*Task item*
From the data that follows, report how many lines hold the string "center", giving only the number.

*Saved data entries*
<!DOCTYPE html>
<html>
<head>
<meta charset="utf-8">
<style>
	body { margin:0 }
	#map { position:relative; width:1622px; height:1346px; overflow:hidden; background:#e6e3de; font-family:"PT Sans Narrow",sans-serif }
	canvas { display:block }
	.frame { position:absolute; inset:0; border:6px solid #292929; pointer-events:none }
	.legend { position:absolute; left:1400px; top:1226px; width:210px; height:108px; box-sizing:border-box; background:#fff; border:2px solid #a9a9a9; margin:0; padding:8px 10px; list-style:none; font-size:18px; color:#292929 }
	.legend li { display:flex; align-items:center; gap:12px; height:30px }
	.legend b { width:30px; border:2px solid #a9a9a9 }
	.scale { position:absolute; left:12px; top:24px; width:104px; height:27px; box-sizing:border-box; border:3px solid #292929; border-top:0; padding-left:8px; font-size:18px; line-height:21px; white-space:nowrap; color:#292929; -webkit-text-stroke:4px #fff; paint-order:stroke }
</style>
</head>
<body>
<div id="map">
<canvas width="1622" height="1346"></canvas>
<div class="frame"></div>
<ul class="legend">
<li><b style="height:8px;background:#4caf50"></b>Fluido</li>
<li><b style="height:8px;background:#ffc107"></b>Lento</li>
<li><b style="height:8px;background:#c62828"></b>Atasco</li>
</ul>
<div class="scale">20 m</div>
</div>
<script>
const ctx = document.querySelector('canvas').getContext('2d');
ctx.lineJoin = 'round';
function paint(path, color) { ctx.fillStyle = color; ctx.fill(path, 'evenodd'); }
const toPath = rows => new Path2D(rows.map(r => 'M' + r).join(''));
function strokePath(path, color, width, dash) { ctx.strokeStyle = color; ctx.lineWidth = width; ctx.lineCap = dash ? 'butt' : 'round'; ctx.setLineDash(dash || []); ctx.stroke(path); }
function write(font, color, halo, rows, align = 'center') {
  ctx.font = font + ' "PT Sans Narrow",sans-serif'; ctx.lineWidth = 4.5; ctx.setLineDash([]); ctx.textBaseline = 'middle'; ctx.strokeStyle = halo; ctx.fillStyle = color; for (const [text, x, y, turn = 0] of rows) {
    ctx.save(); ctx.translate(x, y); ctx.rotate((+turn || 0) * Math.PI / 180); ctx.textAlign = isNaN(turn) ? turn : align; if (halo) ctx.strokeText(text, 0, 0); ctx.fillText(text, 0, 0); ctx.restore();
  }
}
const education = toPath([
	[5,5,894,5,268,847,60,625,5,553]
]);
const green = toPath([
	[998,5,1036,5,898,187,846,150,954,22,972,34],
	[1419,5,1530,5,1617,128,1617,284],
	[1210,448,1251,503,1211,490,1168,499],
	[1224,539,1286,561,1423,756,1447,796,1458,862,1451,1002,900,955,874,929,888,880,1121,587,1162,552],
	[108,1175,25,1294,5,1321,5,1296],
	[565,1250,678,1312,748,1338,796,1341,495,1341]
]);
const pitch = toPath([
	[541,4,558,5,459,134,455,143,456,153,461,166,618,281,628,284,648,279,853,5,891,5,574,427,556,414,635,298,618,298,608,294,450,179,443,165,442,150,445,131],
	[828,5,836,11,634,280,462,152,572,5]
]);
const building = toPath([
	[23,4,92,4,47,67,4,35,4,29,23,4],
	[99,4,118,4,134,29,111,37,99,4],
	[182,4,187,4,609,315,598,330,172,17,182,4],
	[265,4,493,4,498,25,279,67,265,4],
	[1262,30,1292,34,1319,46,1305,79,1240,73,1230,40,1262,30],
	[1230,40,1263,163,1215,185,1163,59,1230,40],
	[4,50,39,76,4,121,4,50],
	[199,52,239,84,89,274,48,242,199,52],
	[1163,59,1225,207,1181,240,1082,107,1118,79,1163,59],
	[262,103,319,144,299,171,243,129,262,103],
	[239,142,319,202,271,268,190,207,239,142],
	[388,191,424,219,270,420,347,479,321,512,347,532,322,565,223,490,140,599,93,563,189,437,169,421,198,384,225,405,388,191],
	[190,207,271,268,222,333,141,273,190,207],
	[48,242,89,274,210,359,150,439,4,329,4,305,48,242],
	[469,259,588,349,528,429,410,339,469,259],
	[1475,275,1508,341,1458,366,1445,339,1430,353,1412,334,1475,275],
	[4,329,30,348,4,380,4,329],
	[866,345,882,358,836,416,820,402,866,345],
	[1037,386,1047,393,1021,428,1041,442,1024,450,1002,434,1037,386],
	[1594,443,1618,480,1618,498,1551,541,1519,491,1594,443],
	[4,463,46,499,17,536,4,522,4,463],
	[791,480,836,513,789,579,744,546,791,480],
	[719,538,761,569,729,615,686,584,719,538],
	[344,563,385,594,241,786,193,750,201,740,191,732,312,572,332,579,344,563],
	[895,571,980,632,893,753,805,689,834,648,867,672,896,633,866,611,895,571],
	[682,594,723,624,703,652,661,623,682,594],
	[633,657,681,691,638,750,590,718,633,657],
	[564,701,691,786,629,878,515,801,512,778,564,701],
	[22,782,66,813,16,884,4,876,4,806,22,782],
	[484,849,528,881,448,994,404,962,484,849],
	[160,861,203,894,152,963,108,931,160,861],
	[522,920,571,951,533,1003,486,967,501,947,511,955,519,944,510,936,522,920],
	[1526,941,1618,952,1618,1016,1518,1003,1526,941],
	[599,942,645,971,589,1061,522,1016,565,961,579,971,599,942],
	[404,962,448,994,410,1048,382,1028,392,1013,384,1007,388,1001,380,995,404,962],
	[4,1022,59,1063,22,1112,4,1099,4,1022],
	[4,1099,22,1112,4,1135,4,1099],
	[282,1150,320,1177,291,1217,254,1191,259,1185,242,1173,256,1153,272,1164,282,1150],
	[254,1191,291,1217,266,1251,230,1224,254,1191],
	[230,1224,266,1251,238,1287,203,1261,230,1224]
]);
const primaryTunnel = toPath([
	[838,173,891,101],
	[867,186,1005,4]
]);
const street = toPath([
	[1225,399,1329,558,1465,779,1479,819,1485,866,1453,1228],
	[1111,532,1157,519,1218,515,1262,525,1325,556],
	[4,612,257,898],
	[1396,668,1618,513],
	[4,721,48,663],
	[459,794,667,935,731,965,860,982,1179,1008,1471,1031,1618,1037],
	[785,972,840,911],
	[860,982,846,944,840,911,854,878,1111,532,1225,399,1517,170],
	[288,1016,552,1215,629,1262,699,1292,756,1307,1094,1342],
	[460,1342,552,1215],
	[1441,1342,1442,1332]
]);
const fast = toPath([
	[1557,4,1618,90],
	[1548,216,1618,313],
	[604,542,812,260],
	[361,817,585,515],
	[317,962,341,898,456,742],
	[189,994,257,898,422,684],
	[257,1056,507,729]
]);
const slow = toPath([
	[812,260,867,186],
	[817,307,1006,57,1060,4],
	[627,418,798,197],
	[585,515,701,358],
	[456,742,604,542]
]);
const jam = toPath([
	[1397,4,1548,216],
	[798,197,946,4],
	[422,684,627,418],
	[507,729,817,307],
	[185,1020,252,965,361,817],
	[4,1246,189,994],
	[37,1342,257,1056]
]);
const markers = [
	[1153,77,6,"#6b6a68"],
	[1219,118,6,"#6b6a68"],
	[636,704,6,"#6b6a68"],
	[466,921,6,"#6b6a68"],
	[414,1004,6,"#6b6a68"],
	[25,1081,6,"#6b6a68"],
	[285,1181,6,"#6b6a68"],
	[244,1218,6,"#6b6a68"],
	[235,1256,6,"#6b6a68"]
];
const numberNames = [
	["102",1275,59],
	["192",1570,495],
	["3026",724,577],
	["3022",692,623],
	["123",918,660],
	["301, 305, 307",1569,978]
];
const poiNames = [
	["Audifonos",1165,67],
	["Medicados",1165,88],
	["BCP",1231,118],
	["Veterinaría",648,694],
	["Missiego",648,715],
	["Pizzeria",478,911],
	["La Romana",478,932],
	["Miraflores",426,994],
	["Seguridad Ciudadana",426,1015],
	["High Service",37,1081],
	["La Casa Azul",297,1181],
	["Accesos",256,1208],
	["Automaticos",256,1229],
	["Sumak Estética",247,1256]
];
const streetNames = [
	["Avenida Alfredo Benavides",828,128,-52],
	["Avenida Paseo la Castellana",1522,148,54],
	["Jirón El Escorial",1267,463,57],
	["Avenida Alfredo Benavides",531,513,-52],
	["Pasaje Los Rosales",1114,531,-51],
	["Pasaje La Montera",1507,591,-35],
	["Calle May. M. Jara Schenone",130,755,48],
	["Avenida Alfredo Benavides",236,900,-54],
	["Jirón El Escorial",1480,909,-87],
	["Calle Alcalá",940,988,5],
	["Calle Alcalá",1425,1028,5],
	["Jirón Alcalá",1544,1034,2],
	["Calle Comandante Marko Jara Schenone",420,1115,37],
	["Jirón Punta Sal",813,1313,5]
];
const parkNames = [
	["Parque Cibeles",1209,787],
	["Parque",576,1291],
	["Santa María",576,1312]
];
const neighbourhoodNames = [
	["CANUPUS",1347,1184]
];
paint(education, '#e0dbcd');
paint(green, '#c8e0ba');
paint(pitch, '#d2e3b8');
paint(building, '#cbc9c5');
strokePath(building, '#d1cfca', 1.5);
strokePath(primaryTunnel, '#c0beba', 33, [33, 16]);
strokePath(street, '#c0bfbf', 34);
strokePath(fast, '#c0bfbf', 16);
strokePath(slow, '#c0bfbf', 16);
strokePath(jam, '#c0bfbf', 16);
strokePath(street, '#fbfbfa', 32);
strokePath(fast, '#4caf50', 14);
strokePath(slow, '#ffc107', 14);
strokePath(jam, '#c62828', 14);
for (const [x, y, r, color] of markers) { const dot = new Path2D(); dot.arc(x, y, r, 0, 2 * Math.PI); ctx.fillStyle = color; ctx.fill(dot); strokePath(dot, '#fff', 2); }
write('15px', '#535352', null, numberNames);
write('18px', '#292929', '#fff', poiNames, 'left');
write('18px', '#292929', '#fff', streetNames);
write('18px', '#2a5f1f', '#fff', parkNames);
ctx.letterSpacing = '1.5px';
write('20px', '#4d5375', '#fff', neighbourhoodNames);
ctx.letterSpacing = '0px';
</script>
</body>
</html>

*Response to this exercise*
2